**Assignment**
Repeat, line for line, the entries below from the first line to the line containing "0 #65563e) drop-shadow(-2px", counting both ends.

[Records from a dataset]
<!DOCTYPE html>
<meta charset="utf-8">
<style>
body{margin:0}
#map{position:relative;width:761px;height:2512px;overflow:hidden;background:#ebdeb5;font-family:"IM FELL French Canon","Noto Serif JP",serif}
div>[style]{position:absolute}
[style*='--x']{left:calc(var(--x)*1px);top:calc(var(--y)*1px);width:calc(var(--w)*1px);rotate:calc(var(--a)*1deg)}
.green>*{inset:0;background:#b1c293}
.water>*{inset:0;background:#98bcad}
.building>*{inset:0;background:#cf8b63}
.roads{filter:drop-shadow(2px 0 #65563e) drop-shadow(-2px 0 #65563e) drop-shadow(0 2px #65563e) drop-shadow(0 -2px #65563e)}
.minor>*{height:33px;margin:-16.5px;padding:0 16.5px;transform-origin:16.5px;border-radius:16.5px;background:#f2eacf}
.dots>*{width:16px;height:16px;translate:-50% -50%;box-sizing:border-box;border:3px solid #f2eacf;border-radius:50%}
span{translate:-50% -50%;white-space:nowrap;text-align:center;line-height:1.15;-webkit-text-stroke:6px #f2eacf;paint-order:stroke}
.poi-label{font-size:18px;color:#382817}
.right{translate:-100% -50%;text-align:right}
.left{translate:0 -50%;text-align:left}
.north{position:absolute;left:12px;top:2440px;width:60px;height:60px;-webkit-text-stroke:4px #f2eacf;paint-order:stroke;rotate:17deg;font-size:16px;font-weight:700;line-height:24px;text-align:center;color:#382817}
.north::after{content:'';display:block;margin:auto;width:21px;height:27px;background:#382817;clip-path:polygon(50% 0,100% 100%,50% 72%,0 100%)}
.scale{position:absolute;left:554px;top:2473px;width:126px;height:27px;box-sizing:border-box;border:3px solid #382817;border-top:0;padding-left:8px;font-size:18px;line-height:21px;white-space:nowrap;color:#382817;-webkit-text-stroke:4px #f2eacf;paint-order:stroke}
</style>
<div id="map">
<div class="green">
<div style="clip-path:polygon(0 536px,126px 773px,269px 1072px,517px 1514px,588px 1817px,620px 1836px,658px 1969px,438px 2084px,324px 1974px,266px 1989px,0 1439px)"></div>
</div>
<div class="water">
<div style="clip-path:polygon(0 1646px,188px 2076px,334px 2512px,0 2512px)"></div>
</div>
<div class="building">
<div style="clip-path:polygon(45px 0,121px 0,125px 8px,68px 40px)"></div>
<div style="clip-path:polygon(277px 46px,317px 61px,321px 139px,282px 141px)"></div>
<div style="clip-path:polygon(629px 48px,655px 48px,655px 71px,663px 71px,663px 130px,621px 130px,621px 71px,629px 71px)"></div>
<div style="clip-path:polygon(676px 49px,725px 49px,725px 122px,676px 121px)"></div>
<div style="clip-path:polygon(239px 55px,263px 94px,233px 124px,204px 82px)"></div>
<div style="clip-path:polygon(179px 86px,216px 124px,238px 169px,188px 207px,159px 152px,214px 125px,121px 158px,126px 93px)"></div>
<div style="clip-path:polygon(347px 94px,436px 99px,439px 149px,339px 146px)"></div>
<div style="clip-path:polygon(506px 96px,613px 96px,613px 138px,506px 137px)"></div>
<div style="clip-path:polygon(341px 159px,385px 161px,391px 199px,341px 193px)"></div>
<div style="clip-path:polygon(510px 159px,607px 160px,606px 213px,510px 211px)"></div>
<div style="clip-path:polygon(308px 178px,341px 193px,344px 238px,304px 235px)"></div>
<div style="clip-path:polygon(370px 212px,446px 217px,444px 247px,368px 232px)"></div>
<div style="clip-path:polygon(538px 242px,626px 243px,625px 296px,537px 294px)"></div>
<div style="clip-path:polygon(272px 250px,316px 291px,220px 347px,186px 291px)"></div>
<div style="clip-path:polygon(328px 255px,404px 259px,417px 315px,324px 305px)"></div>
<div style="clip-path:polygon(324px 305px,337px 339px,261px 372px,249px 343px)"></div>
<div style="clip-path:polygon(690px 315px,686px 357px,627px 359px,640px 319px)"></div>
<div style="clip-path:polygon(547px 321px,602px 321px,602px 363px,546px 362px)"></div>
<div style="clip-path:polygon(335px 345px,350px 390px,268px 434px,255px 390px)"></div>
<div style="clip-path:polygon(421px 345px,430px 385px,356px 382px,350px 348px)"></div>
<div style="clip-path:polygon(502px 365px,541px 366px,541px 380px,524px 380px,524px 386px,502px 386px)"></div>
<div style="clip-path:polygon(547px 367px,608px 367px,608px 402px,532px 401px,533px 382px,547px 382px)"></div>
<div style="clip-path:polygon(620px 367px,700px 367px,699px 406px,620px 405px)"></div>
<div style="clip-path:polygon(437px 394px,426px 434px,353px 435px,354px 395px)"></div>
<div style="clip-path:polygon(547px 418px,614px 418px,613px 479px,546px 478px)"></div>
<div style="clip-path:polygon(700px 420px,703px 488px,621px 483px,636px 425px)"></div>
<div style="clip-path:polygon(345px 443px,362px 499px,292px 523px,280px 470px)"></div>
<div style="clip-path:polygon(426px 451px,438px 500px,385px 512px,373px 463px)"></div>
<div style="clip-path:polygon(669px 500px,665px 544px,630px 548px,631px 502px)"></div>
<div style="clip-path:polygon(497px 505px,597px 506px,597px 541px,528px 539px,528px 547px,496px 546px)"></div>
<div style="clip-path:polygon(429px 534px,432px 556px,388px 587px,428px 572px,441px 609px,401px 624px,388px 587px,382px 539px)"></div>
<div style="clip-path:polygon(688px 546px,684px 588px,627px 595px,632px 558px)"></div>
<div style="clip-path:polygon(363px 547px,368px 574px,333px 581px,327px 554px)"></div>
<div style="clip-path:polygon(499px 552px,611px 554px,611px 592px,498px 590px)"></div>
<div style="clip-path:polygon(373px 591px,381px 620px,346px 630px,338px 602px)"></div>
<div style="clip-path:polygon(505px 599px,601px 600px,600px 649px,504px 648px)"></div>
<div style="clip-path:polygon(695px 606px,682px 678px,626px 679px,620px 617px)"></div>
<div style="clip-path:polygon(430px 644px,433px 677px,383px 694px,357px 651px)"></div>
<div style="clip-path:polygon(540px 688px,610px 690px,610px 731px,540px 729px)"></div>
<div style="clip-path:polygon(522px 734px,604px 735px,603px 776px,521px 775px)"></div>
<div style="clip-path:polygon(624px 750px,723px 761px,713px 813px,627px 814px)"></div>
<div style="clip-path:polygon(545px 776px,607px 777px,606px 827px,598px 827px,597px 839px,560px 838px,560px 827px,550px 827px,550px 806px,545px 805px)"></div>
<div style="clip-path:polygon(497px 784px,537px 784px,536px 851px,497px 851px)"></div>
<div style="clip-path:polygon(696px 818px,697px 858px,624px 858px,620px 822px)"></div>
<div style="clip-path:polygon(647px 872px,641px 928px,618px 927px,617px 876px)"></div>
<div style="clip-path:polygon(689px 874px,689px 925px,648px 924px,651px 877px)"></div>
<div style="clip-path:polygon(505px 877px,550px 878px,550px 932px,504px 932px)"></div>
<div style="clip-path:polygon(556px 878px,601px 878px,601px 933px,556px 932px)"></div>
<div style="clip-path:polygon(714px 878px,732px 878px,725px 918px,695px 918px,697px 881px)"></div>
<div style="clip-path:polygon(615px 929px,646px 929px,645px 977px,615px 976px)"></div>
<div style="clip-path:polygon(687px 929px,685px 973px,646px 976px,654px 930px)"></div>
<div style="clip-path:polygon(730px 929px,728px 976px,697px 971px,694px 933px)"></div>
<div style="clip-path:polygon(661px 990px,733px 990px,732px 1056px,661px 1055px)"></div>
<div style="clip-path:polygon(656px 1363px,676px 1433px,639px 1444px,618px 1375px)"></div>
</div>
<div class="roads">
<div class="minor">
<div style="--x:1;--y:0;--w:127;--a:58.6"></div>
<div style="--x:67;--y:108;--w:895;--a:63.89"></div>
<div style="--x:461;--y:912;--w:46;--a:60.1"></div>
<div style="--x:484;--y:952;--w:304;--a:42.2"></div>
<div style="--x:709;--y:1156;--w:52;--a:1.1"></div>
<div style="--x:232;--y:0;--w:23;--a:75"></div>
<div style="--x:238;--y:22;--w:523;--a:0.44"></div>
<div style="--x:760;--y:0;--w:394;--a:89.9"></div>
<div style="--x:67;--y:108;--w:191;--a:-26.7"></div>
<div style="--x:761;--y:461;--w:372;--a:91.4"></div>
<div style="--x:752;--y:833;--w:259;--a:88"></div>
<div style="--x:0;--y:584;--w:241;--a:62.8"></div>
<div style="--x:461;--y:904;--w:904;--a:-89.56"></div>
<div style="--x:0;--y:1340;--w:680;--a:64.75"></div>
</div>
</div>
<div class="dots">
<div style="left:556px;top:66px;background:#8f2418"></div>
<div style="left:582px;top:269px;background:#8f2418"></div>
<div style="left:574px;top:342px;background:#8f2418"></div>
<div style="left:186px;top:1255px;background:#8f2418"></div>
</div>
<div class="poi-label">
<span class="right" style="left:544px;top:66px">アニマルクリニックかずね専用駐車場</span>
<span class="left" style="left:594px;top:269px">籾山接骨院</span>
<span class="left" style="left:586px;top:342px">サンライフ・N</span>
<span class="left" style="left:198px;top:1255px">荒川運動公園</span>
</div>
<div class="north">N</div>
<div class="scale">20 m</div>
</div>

**Solution to the exercise**
<!DOCTYPE html>
<meta charset="utf-8">
<style>
body{margin:0}
#map{position:relative;width:761px;height:2512px;overflow:hidden;background:#ebdeb5;font-family:"IM FELL French Canon","Noto Serif JP",serif}
div>[style]{position:absolute}
[style*='--x']{left:calc(var(--x)*1px);top:calc(var(--y)*1px);width:calc(var(--w)*1px);rotate:calc(var(--a)*1deg)}
.green>*{inset:0;background:#b1c293}
.water>*{inset:0;background:#98bcad}
.building>*{inset:0;background:#cf8b63}
.roads{filter:drop-shadow(2px 0 #65563e) drop-shadow(-2px 0 #65563e) drop-shadow(0 2px #65563e) drop-shadow(0 -2px #65563e)}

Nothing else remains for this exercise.